:: The task ::
State the number of lines in the material below that have "span" in them, without any other text.

:: Data records ::
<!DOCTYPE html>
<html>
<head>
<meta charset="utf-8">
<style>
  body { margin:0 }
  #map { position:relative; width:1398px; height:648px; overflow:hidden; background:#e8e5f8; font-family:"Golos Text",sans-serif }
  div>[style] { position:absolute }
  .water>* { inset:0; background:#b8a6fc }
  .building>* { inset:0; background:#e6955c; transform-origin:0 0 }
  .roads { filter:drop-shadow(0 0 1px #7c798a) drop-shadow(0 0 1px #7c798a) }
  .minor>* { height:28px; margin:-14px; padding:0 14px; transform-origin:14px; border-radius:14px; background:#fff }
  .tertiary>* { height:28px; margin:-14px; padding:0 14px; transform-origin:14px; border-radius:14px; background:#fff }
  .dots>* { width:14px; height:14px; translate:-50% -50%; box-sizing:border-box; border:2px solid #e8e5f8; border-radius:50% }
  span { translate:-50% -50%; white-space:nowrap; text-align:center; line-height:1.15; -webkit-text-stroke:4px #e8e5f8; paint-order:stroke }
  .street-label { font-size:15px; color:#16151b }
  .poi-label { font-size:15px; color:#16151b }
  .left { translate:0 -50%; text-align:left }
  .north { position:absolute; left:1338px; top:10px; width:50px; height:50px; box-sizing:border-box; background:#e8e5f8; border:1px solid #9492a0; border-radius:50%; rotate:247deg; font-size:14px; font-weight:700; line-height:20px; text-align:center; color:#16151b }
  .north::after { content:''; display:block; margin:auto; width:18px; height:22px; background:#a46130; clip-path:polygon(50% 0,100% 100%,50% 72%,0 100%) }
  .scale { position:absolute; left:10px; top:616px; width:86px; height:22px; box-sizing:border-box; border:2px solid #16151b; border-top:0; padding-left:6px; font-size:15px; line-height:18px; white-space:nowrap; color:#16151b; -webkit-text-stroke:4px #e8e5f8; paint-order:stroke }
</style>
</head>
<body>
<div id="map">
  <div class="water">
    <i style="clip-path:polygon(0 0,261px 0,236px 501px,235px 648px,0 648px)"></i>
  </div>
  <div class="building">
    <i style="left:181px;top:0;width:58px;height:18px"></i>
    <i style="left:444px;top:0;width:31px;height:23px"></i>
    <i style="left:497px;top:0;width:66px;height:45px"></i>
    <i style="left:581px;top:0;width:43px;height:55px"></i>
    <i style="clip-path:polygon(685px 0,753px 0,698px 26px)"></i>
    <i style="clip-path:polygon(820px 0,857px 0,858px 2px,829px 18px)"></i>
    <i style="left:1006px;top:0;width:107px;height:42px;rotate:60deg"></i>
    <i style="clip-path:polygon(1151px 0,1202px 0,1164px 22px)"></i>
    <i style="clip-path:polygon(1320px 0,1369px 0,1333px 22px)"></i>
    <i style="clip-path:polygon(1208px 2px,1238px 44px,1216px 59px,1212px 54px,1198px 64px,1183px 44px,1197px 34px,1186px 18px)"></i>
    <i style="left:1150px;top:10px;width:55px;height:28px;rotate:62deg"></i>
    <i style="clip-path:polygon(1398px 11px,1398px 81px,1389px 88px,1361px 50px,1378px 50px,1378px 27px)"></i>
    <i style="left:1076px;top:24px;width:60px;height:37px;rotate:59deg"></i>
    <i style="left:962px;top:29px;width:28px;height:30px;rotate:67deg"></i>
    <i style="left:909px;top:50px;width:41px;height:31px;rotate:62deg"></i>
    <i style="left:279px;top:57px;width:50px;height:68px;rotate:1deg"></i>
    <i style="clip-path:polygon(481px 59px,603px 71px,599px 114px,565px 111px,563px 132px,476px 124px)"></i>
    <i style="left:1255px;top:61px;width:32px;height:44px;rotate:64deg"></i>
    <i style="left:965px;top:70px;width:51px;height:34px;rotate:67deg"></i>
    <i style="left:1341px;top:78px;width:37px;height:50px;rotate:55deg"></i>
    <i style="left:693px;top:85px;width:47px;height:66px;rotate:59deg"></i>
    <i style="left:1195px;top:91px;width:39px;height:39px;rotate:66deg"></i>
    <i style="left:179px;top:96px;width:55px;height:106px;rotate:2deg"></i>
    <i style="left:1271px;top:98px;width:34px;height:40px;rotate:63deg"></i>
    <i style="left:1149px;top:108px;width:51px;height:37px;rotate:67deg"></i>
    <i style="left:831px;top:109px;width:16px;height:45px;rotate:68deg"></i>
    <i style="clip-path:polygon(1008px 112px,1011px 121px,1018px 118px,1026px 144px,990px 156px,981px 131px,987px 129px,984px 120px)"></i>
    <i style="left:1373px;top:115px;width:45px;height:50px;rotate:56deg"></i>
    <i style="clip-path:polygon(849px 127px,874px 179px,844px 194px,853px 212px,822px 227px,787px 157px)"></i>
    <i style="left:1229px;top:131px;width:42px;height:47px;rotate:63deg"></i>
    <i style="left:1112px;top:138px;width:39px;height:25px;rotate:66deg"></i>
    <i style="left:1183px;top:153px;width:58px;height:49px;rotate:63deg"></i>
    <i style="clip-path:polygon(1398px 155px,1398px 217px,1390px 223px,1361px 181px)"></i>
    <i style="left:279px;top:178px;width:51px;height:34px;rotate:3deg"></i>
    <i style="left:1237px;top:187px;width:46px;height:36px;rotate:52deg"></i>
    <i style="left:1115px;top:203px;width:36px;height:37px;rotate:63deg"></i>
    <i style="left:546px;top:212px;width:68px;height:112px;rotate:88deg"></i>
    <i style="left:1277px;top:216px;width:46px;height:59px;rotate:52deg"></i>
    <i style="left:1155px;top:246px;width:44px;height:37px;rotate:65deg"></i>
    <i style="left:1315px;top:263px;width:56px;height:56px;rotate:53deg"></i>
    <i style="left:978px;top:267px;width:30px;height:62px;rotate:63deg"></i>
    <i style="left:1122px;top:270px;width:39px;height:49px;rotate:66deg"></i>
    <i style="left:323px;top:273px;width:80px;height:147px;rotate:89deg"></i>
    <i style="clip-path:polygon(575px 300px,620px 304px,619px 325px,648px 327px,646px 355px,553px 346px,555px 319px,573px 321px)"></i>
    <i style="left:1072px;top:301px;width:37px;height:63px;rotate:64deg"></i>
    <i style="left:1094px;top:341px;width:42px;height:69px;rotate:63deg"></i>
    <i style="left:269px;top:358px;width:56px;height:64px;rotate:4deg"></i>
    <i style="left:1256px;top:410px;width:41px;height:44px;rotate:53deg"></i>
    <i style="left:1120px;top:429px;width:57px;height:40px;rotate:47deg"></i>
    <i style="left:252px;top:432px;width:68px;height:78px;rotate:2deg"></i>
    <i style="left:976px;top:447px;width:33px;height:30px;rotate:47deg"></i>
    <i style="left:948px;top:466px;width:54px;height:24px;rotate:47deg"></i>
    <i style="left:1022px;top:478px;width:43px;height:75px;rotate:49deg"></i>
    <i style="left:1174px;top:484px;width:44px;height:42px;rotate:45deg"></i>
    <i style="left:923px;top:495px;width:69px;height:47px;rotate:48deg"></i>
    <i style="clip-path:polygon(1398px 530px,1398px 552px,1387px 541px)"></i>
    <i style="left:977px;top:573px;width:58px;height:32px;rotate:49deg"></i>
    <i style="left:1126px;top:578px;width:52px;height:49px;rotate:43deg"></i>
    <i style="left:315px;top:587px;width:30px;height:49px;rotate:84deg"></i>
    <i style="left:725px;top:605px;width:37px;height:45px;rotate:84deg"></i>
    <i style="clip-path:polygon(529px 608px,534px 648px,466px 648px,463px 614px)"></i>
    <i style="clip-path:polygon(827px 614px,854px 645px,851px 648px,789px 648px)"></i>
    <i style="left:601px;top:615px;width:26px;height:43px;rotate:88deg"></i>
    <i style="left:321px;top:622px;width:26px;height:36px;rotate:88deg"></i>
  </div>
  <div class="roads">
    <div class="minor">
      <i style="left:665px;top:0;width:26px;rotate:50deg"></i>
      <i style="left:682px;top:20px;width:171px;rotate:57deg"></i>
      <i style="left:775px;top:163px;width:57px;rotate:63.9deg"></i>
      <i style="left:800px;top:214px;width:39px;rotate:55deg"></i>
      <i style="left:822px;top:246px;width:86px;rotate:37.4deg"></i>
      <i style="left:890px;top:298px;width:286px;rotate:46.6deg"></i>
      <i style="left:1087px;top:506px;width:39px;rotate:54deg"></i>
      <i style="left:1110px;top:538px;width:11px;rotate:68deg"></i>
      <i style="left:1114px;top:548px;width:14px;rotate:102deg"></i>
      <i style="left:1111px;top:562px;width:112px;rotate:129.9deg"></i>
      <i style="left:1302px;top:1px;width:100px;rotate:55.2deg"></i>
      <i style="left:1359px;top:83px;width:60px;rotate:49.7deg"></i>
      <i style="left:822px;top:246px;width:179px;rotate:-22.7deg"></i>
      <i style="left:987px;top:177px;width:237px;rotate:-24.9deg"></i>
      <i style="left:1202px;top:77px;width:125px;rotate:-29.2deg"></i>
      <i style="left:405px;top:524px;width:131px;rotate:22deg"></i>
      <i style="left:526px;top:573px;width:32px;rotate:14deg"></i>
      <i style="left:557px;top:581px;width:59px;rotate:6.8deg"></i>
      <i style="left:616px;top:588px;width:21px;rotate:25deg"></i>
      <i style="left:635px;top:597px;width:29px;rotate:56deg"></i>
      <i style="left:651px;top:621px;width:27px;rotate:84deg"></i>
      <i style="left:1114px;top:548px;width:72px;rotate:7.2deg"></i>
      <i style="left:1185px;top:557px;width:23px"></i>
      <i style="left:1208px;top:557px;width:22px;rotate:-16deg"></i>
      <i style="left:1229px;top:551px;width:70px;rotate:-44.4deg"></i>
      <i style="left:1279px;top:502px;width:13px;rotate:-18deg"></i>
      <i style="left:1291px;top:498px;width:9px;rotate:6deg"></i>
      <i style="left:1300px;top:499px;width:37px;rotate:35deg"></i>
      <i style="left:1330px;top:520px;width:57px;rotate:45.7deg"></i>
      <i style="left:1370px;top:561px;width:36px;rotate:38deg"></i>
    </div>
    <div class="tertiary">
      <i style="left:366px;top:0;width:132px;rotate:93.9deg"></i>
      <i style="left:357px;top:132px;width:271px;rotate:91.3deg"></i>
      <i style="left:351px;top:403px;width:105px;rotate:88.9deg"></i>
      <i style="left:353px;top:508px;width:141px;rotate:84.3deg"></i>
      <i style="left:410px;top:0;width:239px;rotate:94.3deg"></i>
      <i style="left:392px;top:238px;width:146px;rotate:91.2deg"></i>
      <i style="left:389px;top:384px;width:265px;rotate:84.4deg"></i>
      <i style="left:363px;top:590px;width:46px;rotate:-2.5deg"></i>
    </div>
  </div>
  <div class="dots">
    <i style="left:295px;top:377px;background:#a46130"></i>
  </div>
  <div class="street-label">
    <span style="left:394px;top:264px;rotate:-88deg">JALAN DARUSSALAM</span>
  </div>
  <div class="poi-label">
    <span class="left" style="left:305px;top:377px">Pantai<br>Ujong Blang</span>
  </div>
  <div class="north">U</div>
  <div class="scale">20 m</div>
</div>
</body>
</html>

:: Task output ::
3